Many have argued the decline in employment rates is due to the aging of the population, with a larger share of the country now in their retirement years, but the story is little different if we focus on just prime age workers, people between the ages of 25-54. The employment rate for this group is down by three percentage points from its pre-recession level and more than four percentage points when compared with 2000.

It is hard to envision any good story as to why to so many people in their prime working years, both men and women (the decline is comparable for both sexes), would have decided that they don’t feel like working. Furthermore, other measures of a slack labor market, most notably involuntary part-time employment, remain well above pre-recession levels. This should raise further questions about claims that we are near full employment.

This is not just an academic exercise. If the Fed raises interest rate to prevent the unemployment rate from falling at a point where the economy is still well below full employment, then it will needlessly be keeping millions of people out of work. Disproportionately, the people who will be denied employment are minorities and the less-educated. As a rule of thumb, the unemployment rate for African Americans is twice the unemployment rate for whites. The unemployment rate for African American teens is six times the white unemployment rate. These are the populations that will be hardest hit by the Fed’s decision to raise interest rates earlier and faster than necessary.

It is also important to recognize that the tightness of the labor market affects the ability of tens of millions of workers to get pay increases. The only time in the last four decades when most workers were able to share in the gains of economic growth was in the late 1990s, when the unemployment rate fell sharply, eventually bottoming out at just 3.8 percent in 2000. If we were to again see similarly tight labor markets most workers would likely see wage gains, but if the Fed prevents the labor market from tightening, the gains from growth will continue to go to those at the top.

It is difficult to see a good argument for the Fed to rush to raise interest rates. The pattern of inflation has been studied intensively by economists for many decades. No models show it surging upward in response to a labor market that is slightly tighter than is consistent with a stable inflation rate.

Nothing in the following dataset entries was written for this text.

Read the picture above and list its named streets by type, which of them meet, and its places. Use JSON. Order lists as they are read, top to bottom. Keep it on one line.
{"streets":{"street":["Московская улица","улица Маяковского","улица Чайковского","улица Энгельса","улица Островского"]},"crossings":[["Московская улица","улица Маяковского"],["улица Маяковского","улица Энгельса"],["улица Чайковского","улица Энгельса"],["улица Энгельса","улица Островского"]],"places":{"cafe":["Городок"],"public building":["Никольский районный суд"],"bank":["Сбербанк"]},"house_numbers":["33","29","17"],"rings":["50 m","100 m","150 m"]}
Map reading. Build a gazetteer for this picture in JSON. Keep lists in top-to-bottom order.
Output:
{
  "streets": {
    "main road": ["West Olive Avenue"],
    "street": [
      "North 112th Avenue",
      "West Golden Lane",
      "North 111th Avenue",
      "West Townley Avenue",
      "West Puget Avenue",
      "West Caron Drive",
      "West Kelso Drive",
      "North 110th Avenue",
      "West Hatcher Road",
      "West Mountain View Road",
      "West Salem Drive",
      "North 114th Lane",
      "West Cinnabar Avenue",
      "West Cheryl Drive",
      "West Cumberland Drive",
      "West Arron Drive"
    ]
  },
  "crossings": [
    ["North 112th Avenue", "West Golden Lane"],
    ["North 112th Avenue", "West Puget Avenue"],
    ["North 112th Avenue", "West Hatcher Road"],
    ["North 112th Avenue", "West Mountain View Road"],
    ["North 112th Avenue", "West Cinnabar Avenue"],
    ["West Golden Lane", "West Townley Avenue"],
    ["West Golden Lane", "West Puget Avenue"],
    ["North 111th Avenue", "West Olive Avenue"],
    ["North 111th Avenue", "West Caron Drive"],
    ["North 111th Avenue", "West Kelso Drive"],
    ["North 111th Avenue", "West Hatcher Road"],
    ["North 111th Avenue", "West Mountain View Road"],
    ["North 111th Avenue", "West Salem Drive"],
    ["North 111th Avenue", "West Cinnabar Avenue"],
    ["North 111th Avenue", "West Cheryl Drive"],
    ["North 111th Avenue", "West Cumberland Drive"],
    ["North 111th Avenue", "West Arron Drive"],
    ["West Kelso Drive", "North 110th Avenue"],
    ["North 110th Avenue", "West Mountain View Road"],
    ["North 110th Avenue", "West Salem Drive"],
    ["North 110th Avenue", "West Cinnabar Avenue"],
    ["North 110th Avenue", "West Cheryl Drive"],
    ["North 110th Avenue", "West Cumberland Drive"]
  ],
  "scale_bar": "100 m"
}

If the Fed mistakenly allowed the unemployment rate to fall 0.5 percentage points below the level consistent with stable inflation, it would only result in a very modest increase in the inflation rate – on the order of 0.1–0.2 percentage points after a full year.

This risk seems a very small price to pay for allowing millions of workers to get jobs and for tens of millions to get pay raises. The other point that should be made much more frequently is that economists really don’t know how low the unemployment rate can go without triggering inflation. In the 1990s, virtually the entire profession agreed that 6.0 percent unemployment, or something close to it, was the lowest the unemployment rate could go without triggering inflation.

The profession was badly mistaken in this view, as then Fed Chair Alan Greenspan demonstrated by letting the unemployment rate fall to 3.8 percent, without triggering an inflationary spiral. There is no reason to believe that economists have any better understanding of the economy today than they did two decades ago. That should argue strongly against Fed rate hikes that will keep millions out of work and tens of millions from getting pay increases. That’s a huge price to pay based on a theory of the economy that could be wrong.